This House of Sky: The Castle

One last landmark from those years, the gray stone house called the Castle. It speared up from the top of the hill behind the Stockman, a granite presence which seemed to have loomed there before the rest of the town was ever dreamed of. Actually, a man named Sherman had built it in the early 1890’s, with bonanza money from a silver lode in the Castle Mountains. (87)

Doig, Ivan. This House of Sky: Landscapes of a Western Mind. New York: Harcourt Brace Jovanovich, 1978.

About the Book

This House of Sky

Published in 1978, This House of Sky: Landscapes of a Western Mind is a memoir of Doig’s hardscrabble childhood on ranches and in small towns along the Rocky Mountain Front. A finalist for the National Book Award, This House of Sky and Doig’s other works earned him a lifetime Distinguished Achievement Award from the Western Literature Association in 1989.

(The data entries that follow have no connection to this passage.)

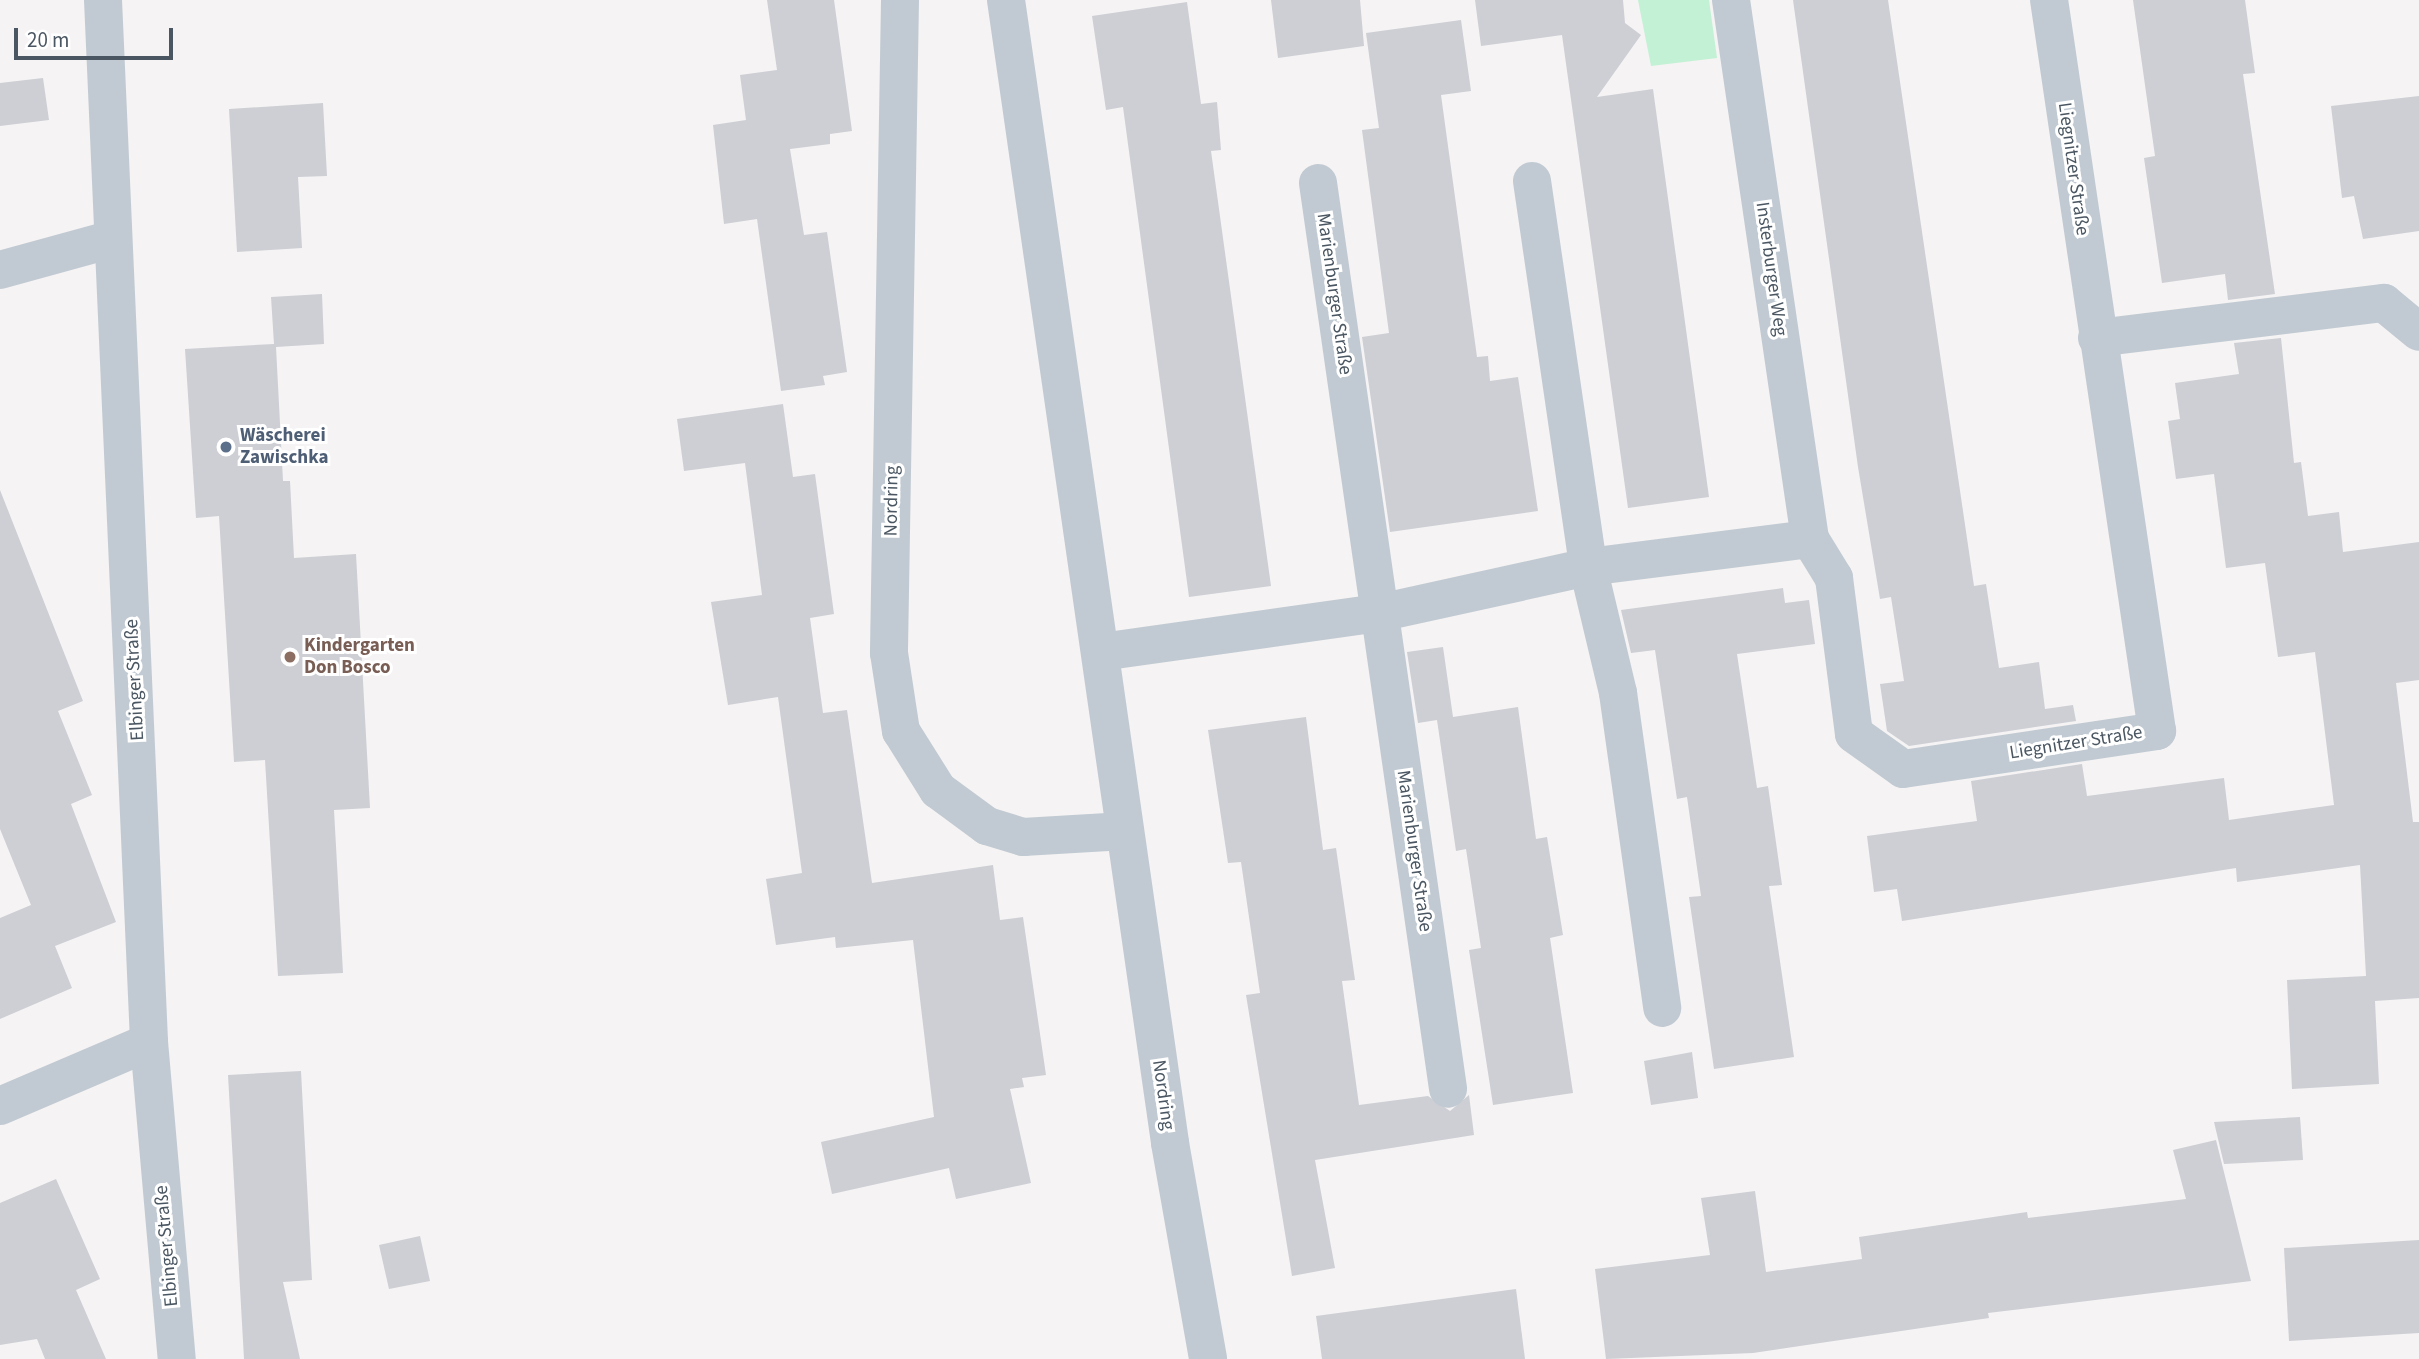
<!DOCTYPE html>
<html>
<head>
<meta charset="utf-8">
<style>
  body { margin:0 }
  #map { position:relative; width:2419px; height:1359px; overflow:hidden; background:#f5f3f3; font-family:"Source Sans 3",sans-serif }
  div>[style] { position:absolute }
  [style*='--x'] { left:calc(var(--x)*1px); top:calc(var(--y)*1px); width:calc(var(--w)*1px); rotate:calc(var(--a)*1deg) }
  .green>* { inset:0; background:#c3f1d5 }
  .building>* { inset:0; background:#cdcfd5 }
  .minor>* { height:38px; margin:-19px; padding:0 19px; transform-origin:19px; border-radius:19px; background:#c1cad2 }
  .dots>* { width:19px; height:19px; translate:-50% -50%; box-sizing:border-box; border:4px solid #fff; border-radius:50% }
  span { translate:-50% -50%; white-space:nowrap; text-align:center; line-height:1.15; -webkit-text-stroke:6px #fff; paint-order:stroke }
  .street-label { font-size:19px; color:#4a5661 }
  .service-label { font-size:19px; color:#4e5e75; font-weight:700 }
  .left { translate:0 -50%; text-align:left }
  .education-label { font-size:19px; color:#785e54; font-weight:700 }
  .scale { position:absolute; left:14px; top:28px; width:159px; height:32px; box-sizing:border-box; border:4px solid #4a5661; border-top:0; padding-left:9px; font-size:21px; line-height:24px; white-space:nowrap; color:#4a5661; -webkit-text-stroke:5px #fff; paint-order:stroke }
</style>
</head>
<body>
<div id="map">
  <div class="green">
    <div style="clip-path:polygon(1638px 0,1709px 0,1717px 58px,1651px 66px)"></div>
  </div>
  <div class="building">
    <div style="clip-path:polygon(767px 0,834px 0,852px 131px,830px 134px,830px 144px,790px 149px,804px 235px,827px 232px,847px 372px,823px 376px,825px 385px,781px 391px,757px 219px,724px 224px,713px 125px,746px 120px,740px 75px,777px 70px)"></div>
    <div style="clip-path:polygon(1271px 0,1360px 0,1364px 46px,1278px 58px)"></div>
    <div style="clip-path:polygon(1475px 0,1623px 0,1625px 23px,1641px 35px,1597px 97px,1653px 89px,1709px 497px,1628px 508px,1562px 35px,1481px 46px)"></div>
    <div style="clip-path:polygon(1793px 0,1888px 0,1974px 586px,1986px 584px,1999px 668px,2039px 662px,2045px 709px,2073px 705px,2076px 721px,1909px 746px,1887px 731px,1880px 684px,1904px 681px,1891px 597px,1880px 599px,1858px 467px)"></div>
    <div style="clip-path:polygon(2133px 0,2245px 0,2255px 73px,2243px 74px,2275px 294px,2228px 300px,2225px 274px,2162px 283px,2144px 158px,2155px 156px)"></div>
    <div style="clip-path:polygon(1187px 2px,1201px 104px,1217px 102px,1221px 150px,1211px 151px,1271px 586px,1189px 597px,1123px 107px,1106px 110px,1092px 16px)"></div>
    <div style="clip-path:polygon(1461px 20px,1471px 91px,1441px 95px,1477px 357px,1488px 356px,1490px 381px,1518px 377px,1538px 511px,1390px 532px,1362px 337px,1389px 333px,1362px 130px,1379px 128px,1366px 33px)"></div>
    <div style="clip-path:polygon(43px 78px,49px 120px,0 126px,0 83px)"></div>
    <div style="clip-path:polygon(2419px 96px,2419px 231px,2363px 239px,2354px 196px,2342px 198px,2331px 106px)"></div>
    <div style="clip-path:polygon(323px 103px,327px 176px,298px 177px,302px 248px,237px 252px,229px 109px)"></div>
    <div style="clip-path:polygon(322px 294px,324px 344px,276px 347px,283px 481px,290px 481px,294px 558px,356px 554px,370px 808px,334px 810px,343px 973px,278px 976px,265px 760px,234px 762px,219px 516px,196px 518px,185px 349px,274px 344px,271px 297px)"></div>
    <div style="clip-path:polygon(2281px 338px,2294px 463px,2301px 462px,2308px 516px,2339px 512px,2343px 552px,2419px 542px,2419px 680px,2396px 683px,2413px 822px,2419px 822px,2419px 998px,2375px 1001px,2379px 1084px,2292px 1089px,2287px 980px,2366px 976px,2360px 865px,2237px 882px,2236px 868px,1902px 921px,1897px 889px,1874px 892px,1867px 836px,1977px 821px,1971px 781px,2082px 764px,2087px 796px,2224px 778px,2229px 820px,2334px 805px,2315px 652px,2278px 657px,2265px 563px,2226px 568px,2214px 474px,2176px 479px,2168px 421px,2180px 419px,2175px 383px,2239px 374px,2234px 343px)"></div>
    <div style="clip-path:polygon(783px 404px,793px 477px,815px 474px,834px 614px,810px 618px,823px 713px,847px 710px,872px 883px,993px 865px,1000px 920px,1023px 917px,1046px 1075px,1022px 1078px,1024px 1087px,1010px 1089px,1031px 1183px,956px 1199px,949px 1168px,832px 1194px,821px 1142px,934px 1117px,913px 940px,836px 948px,835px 937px,776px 945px,766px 879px,802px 873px,778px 697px,728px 705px,711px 602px,762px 595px,745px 463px,684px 471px,677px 419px)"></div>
    <div style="clip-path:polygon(0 490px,83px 701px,58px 711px,92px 795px,71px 804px,116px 922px,55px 946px,72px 988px,0 1019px,0 918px,31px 905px,0 829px)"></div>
    <div style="clip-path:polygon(1783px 588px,1785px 603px,1809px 600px,1815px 644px,1737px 654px,1757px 788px,1768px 786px,1782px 885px,1769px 886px,1794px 1057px,1714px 1069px,1689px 897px,1701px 896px,1687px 797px,1677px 799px,1655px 650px,1631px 653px,1621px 610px)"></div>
    <div style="clip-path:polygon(1443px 647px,1453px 717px,1518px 707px,1536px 839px,1547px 837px,1563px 935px,1550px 938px,1573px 1093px,1493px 1105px,1469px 950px,1481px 948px,1466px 849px,1456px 851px,1437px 720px,1418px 723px,1407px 652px)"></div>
    <div style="clip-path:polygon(1306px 717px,1323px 850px,1336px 848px,1355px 980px,1342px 981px,1359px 1105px,1428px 1096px,1450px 1111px,1469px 1095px,1474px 1135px,1315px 1160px,1335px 1268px,1292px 1276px,1246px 995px,1260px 993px,1241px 862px,1228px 863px,1208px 730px)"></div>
    <div style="clip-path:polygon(1692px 1052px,1698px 1098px,1651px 1105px,1644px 1061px)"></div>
    <div style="clip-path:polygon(301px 1071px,312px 1280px,283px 1282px,300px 1359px,244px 1359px,228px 1075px)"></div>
    <div style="clip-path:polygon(2300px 1117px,2303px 1160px,2224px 1164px,2214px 1122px)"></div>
    <div style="clip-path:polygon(2216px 1140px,2251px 1281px,1988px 1313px,1989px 1318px,1753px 1353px,1606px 1359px,1595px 1269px,1710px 1255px,1701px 1198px,1755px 1191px,1766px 1272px,1862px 1259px,1859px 1237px,2027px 1212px,2028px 1218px,2186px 1199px,2173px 1150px)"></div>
    <div style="clip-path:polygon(56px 1179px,100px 1279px,76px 1290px,106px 1359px,45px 1359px,37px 1339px,0 1345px,0 1203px)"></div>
    <div style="clip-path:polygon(420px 1236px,430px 1281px,389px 1289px,379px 1245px)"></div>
    <div style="clip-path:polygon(2419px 1240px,2419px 1333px,2289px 1341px,2284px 1248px)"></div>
    <div style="clip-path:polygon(1516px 1289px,1525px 1359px,1322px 1359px,1316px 1316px)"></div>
  </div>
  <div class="minor">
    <div style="--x:103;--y:0;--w:1043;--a:87.47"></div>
    <div style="--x:149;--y:1042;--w:318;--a:85"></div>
    <div style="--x:900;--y:0;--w:653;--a:90.97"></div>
    <div style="--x:889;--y:653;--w:79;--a:81.3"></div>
    <div style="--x:901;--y:731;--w:70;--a:57.9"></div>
    <div style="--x:938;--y:790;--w:61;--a:36.3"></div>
    <div style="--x:987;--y:826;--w:38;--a:17"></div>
    <div style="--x:1023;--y:837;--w:102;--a:-3.4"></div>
    <div style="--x:1006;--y:0;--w:1155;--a:81.83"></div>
    <div style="--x:1170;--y:1143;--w:219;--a:80"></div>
    <div style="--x:1731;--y:0;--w:545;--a:81.66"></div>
    <div style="--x:1810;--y:539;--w:46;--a:58.4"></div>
    <div style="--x:1834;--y:578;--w:157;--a:82.7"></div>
    <div style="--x:1854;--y:734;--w:60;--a:35.5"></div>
    <div style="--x:1903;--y:769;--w:257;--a:-8.5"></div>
    <div style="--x:2157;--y:731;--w:739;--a:-98.4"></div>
    <div style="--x:1532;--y:181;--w:390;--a:81.7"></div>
    <div style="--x:1588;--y:567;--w:130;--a:76.6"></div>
    <div style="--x:1618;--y:693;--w:318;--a:82"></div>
    <div style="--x:1318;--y:183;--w:915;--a:81.83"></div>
    <div style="--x:0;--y:270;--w:113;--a:-15.4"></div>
    <div style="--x:2097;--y:338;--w:289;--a:-7"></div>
    <div style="--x:2384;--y:303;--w:45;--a:39.6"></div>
    <div style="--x:1101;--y:652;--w:281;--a:-8"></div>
    <div style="--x:1379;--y:613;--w:214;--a:-12.4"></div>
    <div style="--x:1588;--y:567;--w:224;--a:-7.2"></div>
    <div style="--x:0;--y:1106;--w:162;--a:-23.2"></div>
  </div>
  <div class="dots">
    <div style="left:226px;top:447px;background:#5c6f8a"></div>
    <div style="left:290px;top:657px;background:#8d6e63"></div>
  </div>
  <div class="street-label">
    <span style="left:2073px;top:169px;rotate:82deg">Liegnitzer Straße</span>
    <span style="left:1771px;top:269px;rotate:82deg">Insterburger Weg</span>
    <span style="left:1334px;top:294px;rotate:82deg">Marienburger Straße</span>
    <span style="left:892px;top:501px;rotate:-89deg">Nordring</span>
    <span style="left:135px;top:680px;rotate:-93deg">Elbinger Straße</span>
    <span style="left:2076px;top:743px;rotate:-9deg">Liegnitzer Straße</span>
    <span style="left:1414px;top:851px;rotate:82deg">Marienburger Straße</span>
    <span style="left:1163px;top:1095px;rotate:82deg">Nordring</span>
    <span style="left:167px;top:1246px;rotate:-95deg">Elbinger Straße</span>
  </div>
  <div class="service-label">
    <span class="left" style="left:240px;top:447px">Wäscherei<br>Zawischka</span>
  </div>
  <div class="education-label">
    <span class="left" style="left:304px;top:657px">Kindergarten<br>Don Bosco</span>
  </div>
  <div class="scale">20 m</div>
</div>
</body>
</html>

For more about This House of Sky—background notes, a study guide and photos of Doig’s parents, Berneta and Charlie, and his grandmother, Bessie Ringer—visit ivandoig.com.

While the settings in This House of Sky: Landscapes of a Western Mind clearly reference actual locales, it is understood that the book—including its places—is ultimately the product of the author’s imagination. The intent of this literary map is to enrich the reading experience by interpreting those places, not to render them literally or definitively.

About the Author

Ivan Doig

Ivan Doig was born in White Sulphur Springs, in Montana’s Smith River Valley, to a family of homesteaders and ranch workers. He holds a Ph.D. in history from the University of Washington, and has authored more than a dozen novels and works of non-fiction.

Doig has written, “I don’t think of myself as a ‘Western’ writer. To me, language—the substance on the page, that poetry under the prose—is the ultimate ‘region,’ the true home, for a writer.”